• Yémen : interrogations sur l'état de santé du président Saleh

    Yémen : interrogations sur l'état de santé du président Saleh

     LEMONDE.FR avec AFP | 11.06.11 | 16h47  •  Mis à jour le 11.06.11 | 16h49

     Une manifestante demandant le départ d'Ali Abdallah Saleh à Taëz, samedi 11 juin.

    Une manifestante demandant le départ d'Ali Abdallah Saleh à Taëz, samedi 11 juin.REUTERS/STR

     L'état de santé du président yéménite, Ali Abdallah Saleh, serait toujours mauvais plus d'une semaine après avoir été blessé dans une attaque à Sanaa, alors que dix soldats et vingt-et-un combattants d'Al-Qaida ont été tués samedi dans le sud du pays.

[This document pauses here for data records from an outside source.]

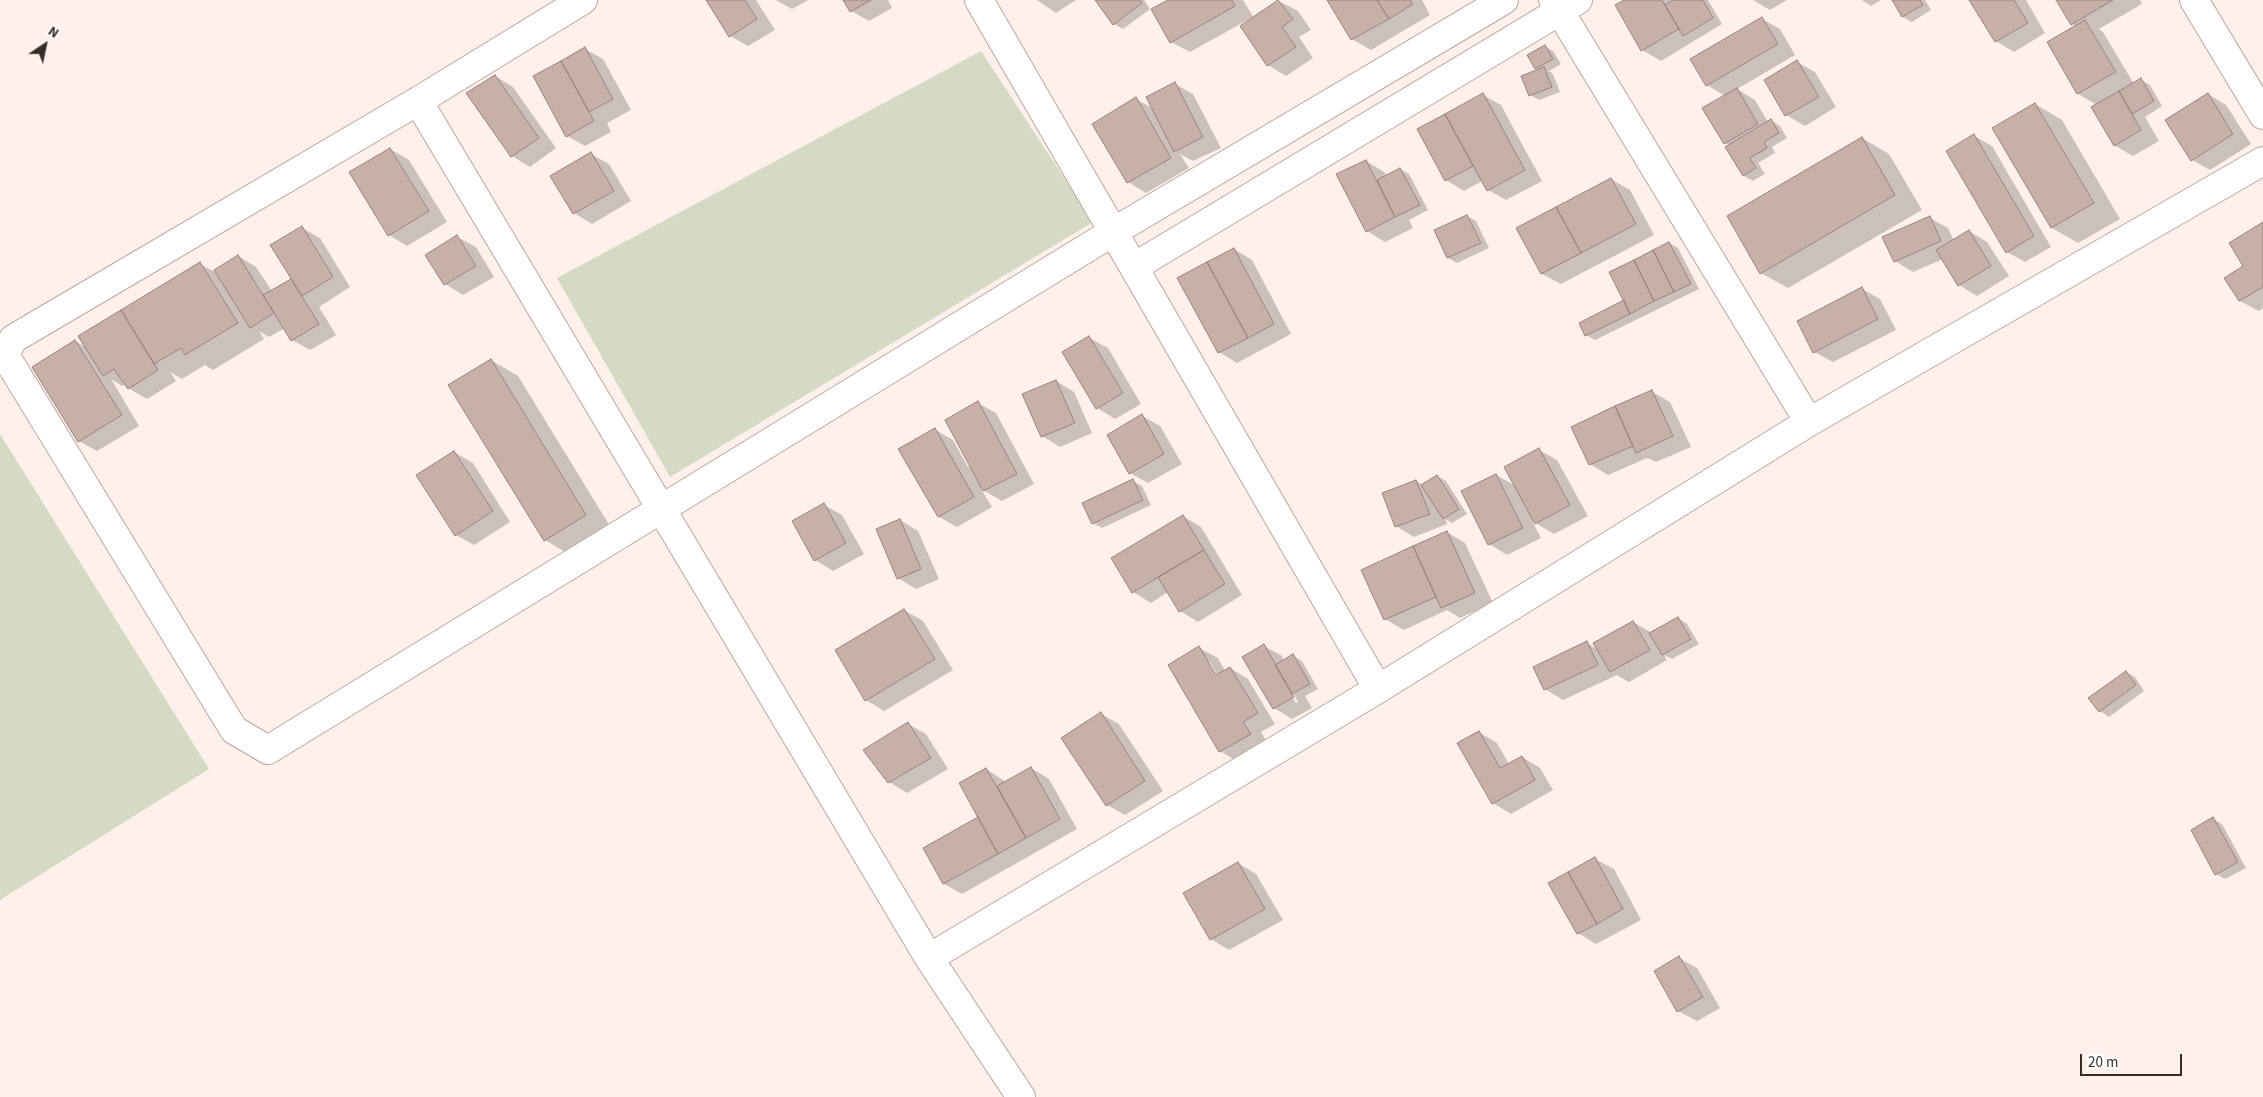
<!DOCTYPE html>
<style>
body{margin:0}
#map{position:relative;width:2263px;height:1097px;overflow:hidden;background:#fff0eb;font-family:"Source Sans 3",sans-serif}
canvas{display:block}
.north{position:absolute;left:20px;top:20px;width:50px;height:50px;-webkit-text-stroke:4px #fff;paint-order:stroke;rotate:34deg;font-size:14px;font-weight:700;line-height:20px;text-align:center;color:#362d2a}
.north::after{content:'';display:block;margin:auto;width:18px;height:22px;background:#362d2a;clip-path:polygon(50% 0,100% 100%,50% 72%,0 100%)}
.scale{position:absolute;left:2080px;top:1054px;width:102px;height:22px;box-sizing:border-box;border:2px solid #362d2a;border-top:0;padding-left:6px;font-size:15px;line-height:18px;white-space:nowrap;color:#362d2a;-webkit-text-stroke:4px #fff;paint-order:stroke}
</style>
<div id="map">
<canvas width="2263" height="1097"></canvas>
<div class="north">N</div>
<div class="scale">20 m</div>
</div>
<script>
const g = document.querySelector('canvas').getContext('2d');
g.lineJoin = 'round';
function fill(path, color) {
  g.fillStyle = color;
  g.fill(path, 'evenodd');
}
function poly(rows) {
  const path = new Path2D();
  for (const r of rows) {
    path.moveTo(r[0], r[1]);
    for (let i = 2; i < r.length; i += 2) path.lineTo(r[i], r[i + 1]);
  }
  return path;
}
function strokePath(path, color, width, dash) {
  g.strokeStyle = color;
  g.lineWidth = width;
  g.lineCap = dash ? 'butt' : 'round';
  g.setLineDash(dash || []);
  g.stroke(path);
}
fill(poly([
 [981,51,1093,222,670,477,557,278],
 [0,434,209,769,0,900]
]), '#d4dac4');
fill(poly([
 [708,0,756,0,775,30,748,46,730,36],
 [776,0,808,0,792,9],
 [845,0,888,0,892,8,869,21,851,11],
 [1037,0,1076,0,1056,13],
 [1097,0,1144,0,1150,9,1123,29,1114,24],
 [1170,0,1243,0,1254,18,1279,1,1298,11,1311,30,1299,37,1313,58,1286,76,1268,65,1251,18,1190,52,1171,42],
 [1328,0,1422,0,1430,15,1371,50,1352,39],
 [1626,0,1708,0,1722,24,1661,61,1642,50],
 [1753,0,1787,0,1770,10],
 [1862,0,1881,0,1871,6],
 [1893,0,1925,0,1931,10,1912,22,1903,17],
 [1971,0,2026,0,2045,33,2014,52,1996,41],
 [2057,0,2140,0,2142,4,2099,29,2103,32,2134,84,2141,80,2150,85,2162,106,2145,117,2159,141,2133,156,2114,145,2097,105,2078,94,2048,42,2076,26,2072,24],
 [1762,19,1780,29,1795,55,1737,89,1755,100,1768,122,1771,120,1780,126,1787,138,1772,147,1775,153,1758,163,1765,174,1753,181,1744,176,1726,147,1730,145,1725,143,1725,96,1707,85],
 [1545,46,1553,51,1561,64,1549,71,1553,74,1560,92,1539,100,1530,95,1540,70,1536,68],
 [585,49,603,59,631,110,607,123,611,132,585,146,567,136],
 [1797,62,1815,72,1836,107,1805,126,1786,115,1766,80],
 [495,76,513,87,556,148,530,167,512,156],
 [1175,84,1193,94,1221,148,1193,161,1180,154,1189,168,1146,193,1128,182,1136,99,1154,109],
 [2208,94,2226,105,2251,144,2210,170,2192,160],
 [1483,95,1501,105,1542,181,1506,200,1488,190,1482,181,1464,191,1446,180,1419,130],
 [2035,104,2062,120,2120,219,2078,243,2052,228],
 [1974,136,1992,146,2051,247,2025,262,2007,252],
 [1862,138,1889,154,1922,210,1788,288,1761,273],
 [390,149,409,160,447,222,407,246,389,235],
 [591,154,609,164,631,201,592,224,574,213],
 [1366,161,1384,172,1387,176,1400,169,1409,174,1428,210,1409,220,1413,228,1385,242,1367,231],
 [1611,179,1630,190,1654,235,1561,284,1542,274,1518,229],
 [1467,216,1476,221,1489,248,1457,263,1448,258,1436,231],
 [1930,218,1948,228,1954,241,1969,231,1987,242,2009,276,1977,296,1959,285,1943,259,1913,272,1895,261],
 [2263,224,2263,308,2259,311,2240,301,2226,278,2245,266],
 [302,228,320,238,350,287,319,307,336,335,310,350,292,340,285,328,269,337,259,331,264,339,213,370,205,365,182,379,170,372,176,381,147,399,128,388,125,384,122,386,111,379,139,426,97,451,79,441,75,341,87,348,200,264,219,274,238,256,256,267,272,291,293,279],
 [457,237,476,247,494,277,463,295,445,284],
 [1669,243,1678,248,1699,289,1595,340,1586,335,1625,301],
 [1234,249,1252,260,1291,334,1237,363,1219,352],
 [1862,289,1880,299,1896,330,1833,362,1814,352],
 [1089,338,1108,348,1141,404,1115,419,1097,408],
 [491,360,518,376,613,531,572,556,545,540],
 [1056,381,1074,392,1092,433,1060,447,1042,436],
 [1652,392,1670,402,1691,447,1656,462,1647,458,1608,475,1590,464],
 [978,403,996,413,1034,484,1002,501,981,489,992,507,957,527,939,517,935,430,953,440,968,467,971,466],
 [1142,416,1160,426,1182,464,1148,483,1130,473],
 [1539,450,1557,460,1588,516,1554,534,1532,521,1541,538,1507,555,1489,544,1496,475,1516,486],
 [454,452,473,463,510,522,474,545,456,535],
 [1437,476,1446,481,1467,514,1452,523,1445,519,1447,524,1414,537,1396,526,1416,481,1423,485],
 [1133,481,1142,486,1151,505,1102,528,1093,523],
 [824,505,842,515,864,554,833,571,815,560],
 [1183,516,1201,527,1242,595,1198,622,1180,611,1168,592,1151,603,1133,592],
 [900,520,918,531,939,579,916,589,898,578],
 [1447,532,1465,543,1493,603,1460,618,1447,610,1404,630,1385,619,1363,571],
 [904,610,923,621,953,670,884,711,866,700],
 [1678,618,1687,624,1699,644,1672,659,1664,655,1667,660,1629,682,1617,675,1563,700,1545,689,1587,643,1598,650,1633,622,1652,633],
 [1264,646,1282,656,1284,661,1293,656,1302,661,1318,689,1305,696,1312,708,1292,719,1274,708],
 [1290,693,1293,693,1298,702,1296,703],
 [1199,648,1218,658,1225,671,1230,668,1248,679,1275,724,1261,732,1268,744,1238,762,1220,751],
 [1207,662,1210,662,1220,680,1218,682],
 [2126,672,2135,677,2144,691,2109,717,2100,711],
 [1101,714,1119,724,1163,791,1125,815,1107,805],
 [908,724,926,734,948,769,907,793,889,782],
 [1479,732,1497,743,1509,764,1522,757,1540,768,1553,790,1511,814,1493,803],
 [1031,768,1049,779,1077,829,962,894,944,884,924,848,980,818,986,769,1006,782],
 [2213,819,2222,824,2246,868,2225,879,2216,874],
 [1595,859,1614,869,1641,920,1596,944,1578,933],
 [1238,863,1256,874,1283,920,1229,950,1211,939],
 [1679,958,1697,968,1720,1008,1697,1021,1678,1011]
]), '#0003');
const building = poly([
 [706,0,745,0,757,19,729,37,706,0],
 [843,0,871,0,850,12,843,0],
 [1095,0,1140,0,1142,3,1113,25,1095,0],
 [1168,0,1232,0,1235,6,1170,43,1151,9,1168,0],
 [1278,0,1293,19,1282,27,1296,47,1267,66,1240,26,1278,0],
 [1327,0,1377,0,1389,19,1351,40,1327,0],
 [1377,0,1410,0,1413,4,1389,19,1377,0],
 [1624,0,1662,0,1679,29,1641,51,1615,5,1624,0],
 [1673,0,1703,0,1713,18,1683,36,1665,5,1673,0],
 [1892,0,1920,0,1923,5,1902,17,1892,0],
 [1969,0,2014,0,2028,23,1995,42,1969,0],
 [2056,0,2113,0,2071,25,2056,0],
 [1762,17,1778,44,1706,86,1690,59,1762,17],
 [2085,20,2116,72,2077,94,2047,42,2085,20],
 [1545,45,1553,59,1535,69,1527,55,1545,45],
 [585,47,613,99,589,112,561,61,585,47],
 [1797,60,1819,97,1785,116,1764,80,1797,60],
 [561,61,594,121,566,137,533,76,561,61],
 [1544,67,1552,87,1529,96,1521,76,1544,67],
 [495,75,539,138,511,157,466,93,495,75],
 [2141,78,2154,101,2132,114,2119,91,2141,78],
 [1175,82,1203,137,1174,152,1146,97,1175,82],
 [1737,88,1758,124,1724,144,1702,108,1737,88],
 [2119,91,2141,130,2114,146,2091,107,2119,91],
 [1483,93,1525,170,1487,191,1445,114,1483,93],
 [2208,93,2233,134,2191,161,2165,120,2208,93],
 [1136,97,1171,158,1127,183,1092,124,1136,97],
 [2035,103,2094,203,2051,228,1992,128,2035,103],
 [1445,114,1473,166,1445,181,1417,129,1445,114],
 [1771,119,1779,133,1764,142,1767,148,1750,158,1756,168,1743,176,1725,147,1771,119],
 [1974,134,2034,236,2006,253,1946,151,1974,134],
 [1862,137,1895,195,1760,274,1727,216,1862,137],
 [390,148,429,211,388,236,349,172,390,148],
 [591,152,614,191,573,214,550,176,591,152],
 [1366,160,1395,217,1366,232,1336,174,1366,160],
 [1400,168,1420,205,1395,217,1377,180,1400,168],
 [1611,178,1636,224,1581,253,1556,207,1611,178],
 [1556,207,1581,253,1541,274,1516,228,1556,207],
 [1467,215,1481,243,1447,258,1434,230,1467,215],
 [1930,216,1941,241,1894,262,1882,237,1930,216],
 [2263,222,2263,287,2239,301,2224,278,2243,266,2229,243,2263,222],
 [302,226,333,277,302,296,270,245,302,226],
 [1969,230,1991,266,1958,286,1936,250,1969,230],
 [457,235,476,266,444,285,425,255,457,235],
 [1669,242,1691,284,1674,292,1653,250,1669,242],
 [1234,248,1274,324,1248,338,1207,262,1234,248],
 [1653,250,1674,292,1654,301,1634,260,1653,250],
 [238,255,274,313,250,328,214,270,238,255],
 [1634,260,1654,301,1630,314,1609,272,1634,260],
 [200,262,238,323,185,355,181,348,154,364,121,310,200,262],
 [1207,262,1248,338,1218,353,1177,278,1207,262],
 [291,279,319,324,291,341,263,295,291,279],
 [1862,287,1878,319,1813,353,1797,321,1862,287],
 [1624,300,1630,314,1585,336,1579,323,1624,300],
 [121,310,158,370,128,389,114,369,103,376,78,336,121,310],
 [1089,336,1123,393,1096,409,1062,352,1089,336],
 [75,340,122,415,78,442,32,367,75,340],
 [491,359,586,515,544,541,448,385,491,359],
 [1056,380,1075,423,1041,437,1022,394,1056,380],
 [1652,390,1673,436,1636,453,1615,406,1652,390],
 [978,401,1017,474,983,491,945,420,978,401],
 [1615,406,1633,446,1589,465,1571,427,1615,406],
 [1142,414,1164,454,1129,474,1107,435,1142,414],
 [935,428,974,497,938,517,898,449,935,428],
 [1539,448,1570,505,1535,524,1504,467,1539,448],
 [454,451,493,511,455,536,416,475,454,451],
 [1496,474,1523,528,1488,545,1461,491,1496,474],
 [1437,475,1459,509,1443,519,1421,485,1437,475],
 [1133,479,1143,500,1092,524,1082,503,1133,479],
 [1416,480,1430,514,1395,527,1382,493,1416,480],
 [824,503,846,543,814,561,792,521,824,503],
 [1183,515,1204,550,1132,593,1111,558,1183,515],
 [900,519,921,569,897,579,876,529,900,519],
 [1447,531,1475,593,1441,608,1413,546,1447,531],
 [1413,546,1436,597,1384,620,1361,570,1413,546],
 [1204,550,1225,584,1179,612,1158,577,1204,550],
 [904,609,935,659,865,701,835,650,904,609],
 [1678,617,1691,639,1662,655,1649,633,1678,617],
 [1633,621,1650,650,1610,672,1593,643,1633,621],
 [1587,641,1598,665,1544,690,1533,667,1587,641],
 [1264,644,1294,697,1273,709,1242,657,1264,644],
 [1199,646,1216,675,1230,667,1258,713,1243,722,1251,734,1219,752,1168,665,1199,646],
 [1293,654,1310,684,1292,694,1275,665,1293,654],
 [2126,671,2136,685,2099,712,2088,698,2126,671],
 [1101,712,1145,781,1106,806,1061,738,1101,712],
 [908,722,931,758,888,783,863,750,908,722],
 [1479,731,1500,768,1522,756,1535,780,1492,804,1457,743,1479,731],
 [1031,767,1060,819,1026,838,997,786,1031,767],
 [986,768,1026,838,998,854,959,783,986,768],
 [978,817,998,854,943,884,923,848,978,817],
 [2213,817,2238,862,2215,875,2191,830,2213,817],
 [1595,857,1623,909,1597,924,1568,872,1595,857],
 [1238,862,1265,909,1210,940,1183,893,1238,862],
 [1568,872,1597,924,1577,934,1548,883,1568,872],
 [1679,956,1703,997,1677,1012,1654,971,1679,956]
]);
fill(building, '#c7b0a7');
strokePath(building, '#99827b', 1);
const minor = poly([
 [583,0,418,101,13,339,5,355,234,730,268,750,1113,232,1504,0],
 [979,0,1378,689],
 [1553,0,1809,422],
 [2194,0,2263,115],
 [418,101,929,958,1378,689,1809,422,2263,161],
 [1134,267,1578,0],
 [929,958,1021,1097]
]);
strokePath(minor, '#bca59d', 30);
strokePath(minor, '#fff', 28);
</script>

     Blessé le 3 juin dans un attentat contre son palais à Sanaa, M. Saleh, 69 ans, a été hospitalisé dès le lendemain à Ryad où il a ensuite été opéré "avec succès" selon les Saoudiens, mais aucun bulletin de santé, ni aucune image de lui n'ont été publiés depuis, donnant lieu à des spéculations en tout genre.

     Le président yéménite Ali Abdallah Saleh, le 10 mars à Sanaa.

    Le président yéménite Ali Abdallah Saleh, le 10 mars à Sanaa.AFP/MOHAMMED HUWAIS

     

    "Selon les informations dont nous disposons, l'état de santé du président Saleh est toujours mauvais, principalement parce qu'il souffre de problèmes pulmonaires et de difficultés respiratoires", a déclaré à l'AFP une source yéménite en Arabie saoudite sous couvert de l'anonymat. Mais les autorités yéménites ont assuré que M. Saleh se rétablissait rapidement. Mercredi un responsable saoudien avait démenti des informations de presse évoquant alors une détérioration de son état de santé.

     ABSENCE PROLONGÉE

     Plusieurs hauts dignitaires du régime ont été blessés dans l'attentat contre la mosquée du palais présidentiel à Sanaa, qui a fait onze morts et cent vingt-quatre blessés selon un bilan officiel. Le premier ministre, Ali Mohammed Moujawar, et le président du Parlement, Abdelaziz Abdelghani, blessés, sont également soignés en Arabie saoudite.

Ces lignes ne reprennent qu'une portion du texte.